Re: aws 64-bit c1.xlarge problems

Benjamin Clark Thu, 17 Mar 2011 22:16:32 -0700

Andrei,

The release candidate code does work.  Perhaps something is different, relative 
to the patched frankenstein I was using, perhaps I had some local corruption or 
config problem.


It sets up everything as whatever my local user is, by default, and the 
override as whirr.cluster-user works as well.
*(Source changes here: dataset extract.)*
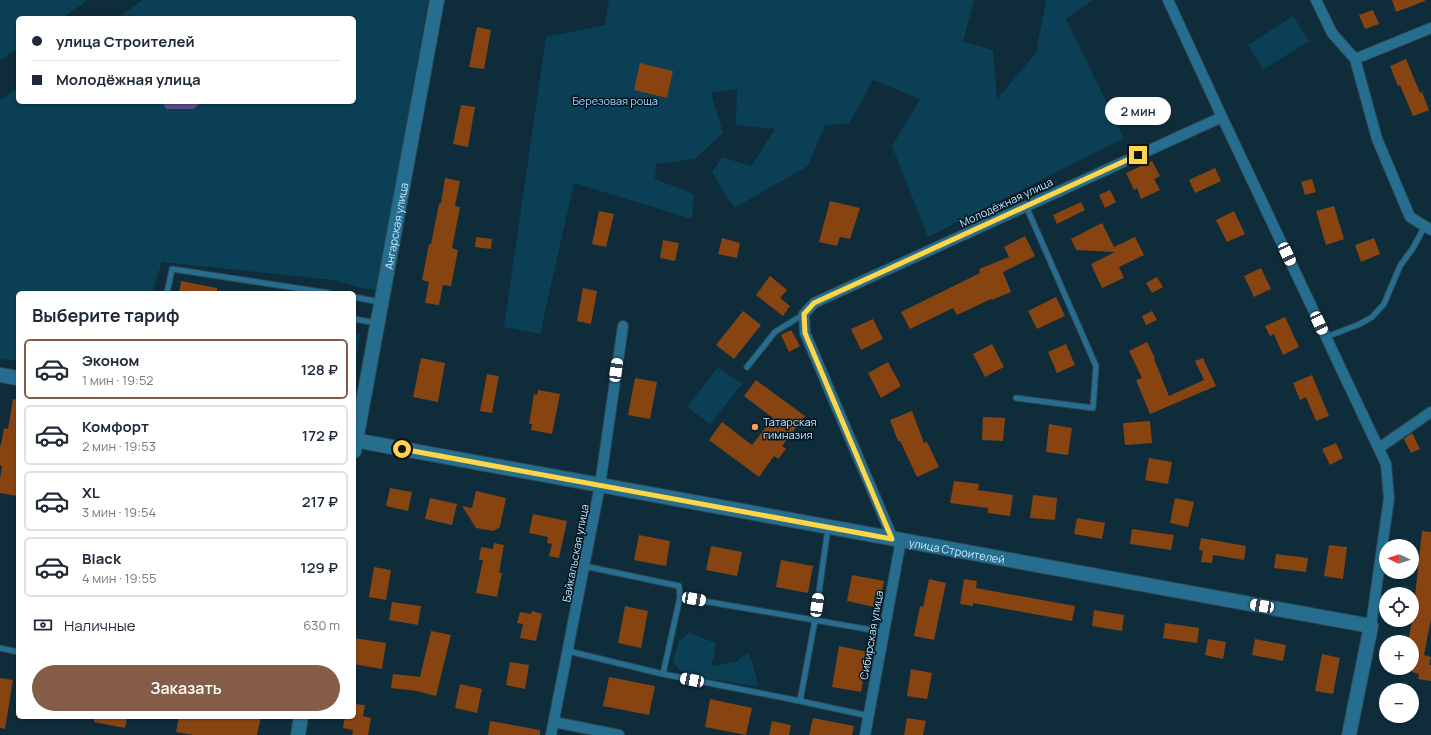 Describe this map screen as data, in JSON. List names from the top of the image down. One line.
{"streets":{"street":["Молодёжная улица","Ангарская улица","улица Строителей","Байкальская улица","Сибирская улица"]},"crossings":[["улица Строителей","Байкальская улица"],["улица Строителей","Сибирская улица"]],"parks":["Березовая роща"],"places":["Татарская гимназия"],"north":"left","page":{"banner":["улица Строителей","Молодёжная улица"],"bubble":"2 мин","heading":"Выберите тариф","list":[{"name":"Эконом","note":"1 мин · 19:52","value":"128 ₽"},{"name":"Комфорт","note":"2 мин · 19:53","value":"172 ₽"},{"name":"XL","note":"3 мин · 19:54","value":"217 ₽"},{"name":"Black","note":"4 мин · 19:55","value":"129 ₽"}],"map_buttons":["+","−"],"pay":["Наличные","630 m"],"buttons":"Заказать"}}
In any case, at the rate AWS seems to be changing the configuration of 'amazon 
linux' perhaps it's less useful than I thought.  Last week the default amis in 
the console had a bunch of spare disk space on the /media/ephemeral0 partition, 
which I could symlink /mnt to in the install_cdh_hadoop.sh script, and then 
hdfs would have a decent amount of space.  Now there is no such thing, so I 
suppose I would have to launch an ebs volume per node and mount that.  This is 
now tipping over into the "too much trouble" zone for me.  And in the mean time 
I got all my native stuff (hadoop-lzo and R/Rhipe) working on ubuntu, so I 
think I'm going to use the Alestic image from the recipe for a while.  If 
there's an obvious candidate up there for "reasonably-modern redhat derivative 
ami from a source on the good lists that behaves well," I'd like to know what 
it is.  By 'reasonably modern' I mean having default python >= 2.5.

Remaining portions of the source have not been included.